Recently it was disclosed that the NPM registry leaked the usernames, salts and sha1 hashes of registry users. Essentially this amounts to a breach of about 4k user accounts.
The issue has since been taken care of and users are being asked (not forced) to change their passwords. The leaked data has been available for a very long time, probably since the registry has been using couch. Everyone should be resetting their passwords. Now.
One of the ways we build our development and production environments is by using npm to install packages. I was curious just how hard it would be to compromise the integrity of packages published to the registry, turns out not very. It’s great to point out however that npm is meant to be a distribution channel. It’s a free and open service in which anybody can distribute packages. It’s not meant to provide any level of integrity and quality checking. As developers we are responsible for the code that executes in our environments. Maybe checking verified packages into your projects repository isn’t such a bad idea after all.

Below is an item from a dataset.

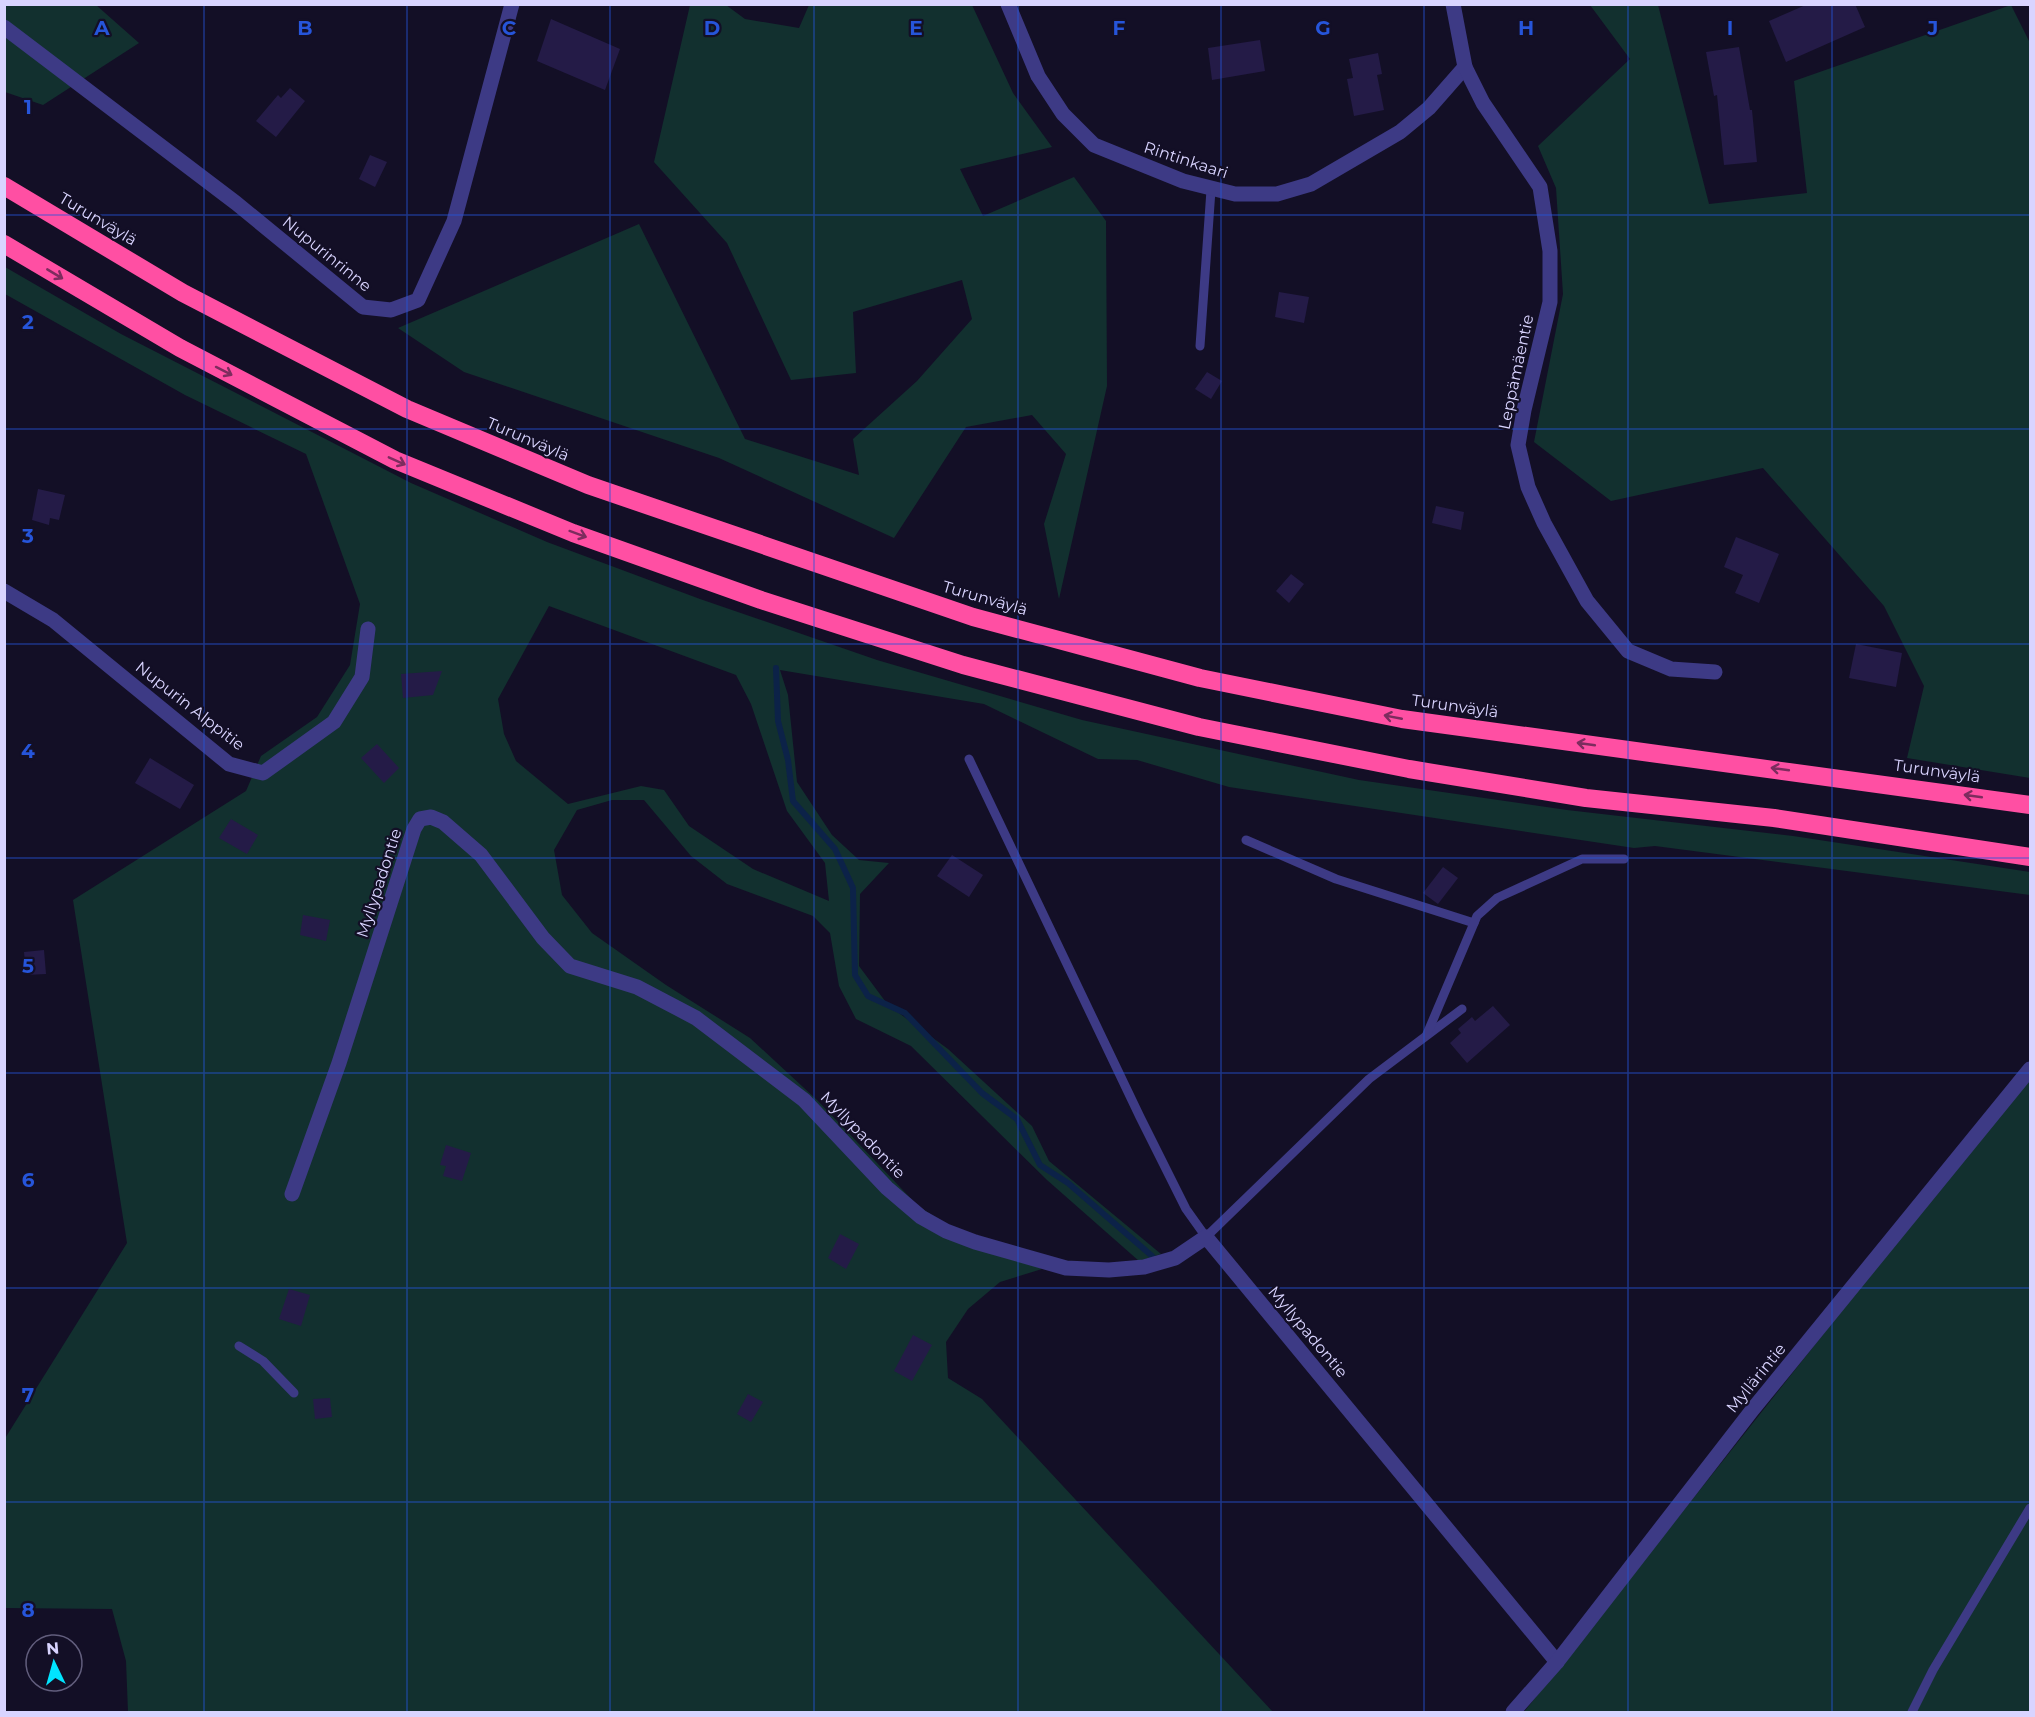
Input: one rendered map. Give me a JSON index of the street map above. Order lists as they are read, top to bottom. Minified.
{"streets":{"highway":["Turunväylä"],"street":["Rintinkaari","Nupurinrinne","Leppämäentie","Nupurin Alppitie","Myllypadontie","Myllärintie"]},"crossings":[["Rintinkaari","Leppämäentie"],["Myllypadontie","Myllärintie"]],"north":"top","grid":{"columns":["A","B","C","D","E","F","G","H","I","J"],"rows":["1","2","3","4","5","6","7","8"]}}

It took only 24 hours using an old spare machine to crack 25% of the passwords. Very little effort or CPU power.
Passwords cracked included prominent, well respected members of the node.js community that control publishing rights to widely used packages.
To be clear, this was not done for the sake of gaining access to those passwords and the data has been destroyed and I never tried to log in with any account. It was just a test of how hard it would be to abuse it and thus, what level of actual threat it represented.
There are some great comments on if this was a couch problem or a npm problem in this thread.
During that time I also discovered a number of persistent and reflected cross-site scripting vulnerabilities that were patched in this pull request.
Finally I would like to thank Isaac for taking the time to communicate with me over email about this, keep me updated as things progressed, and most importantly shipping a fix and being transparent with the node community.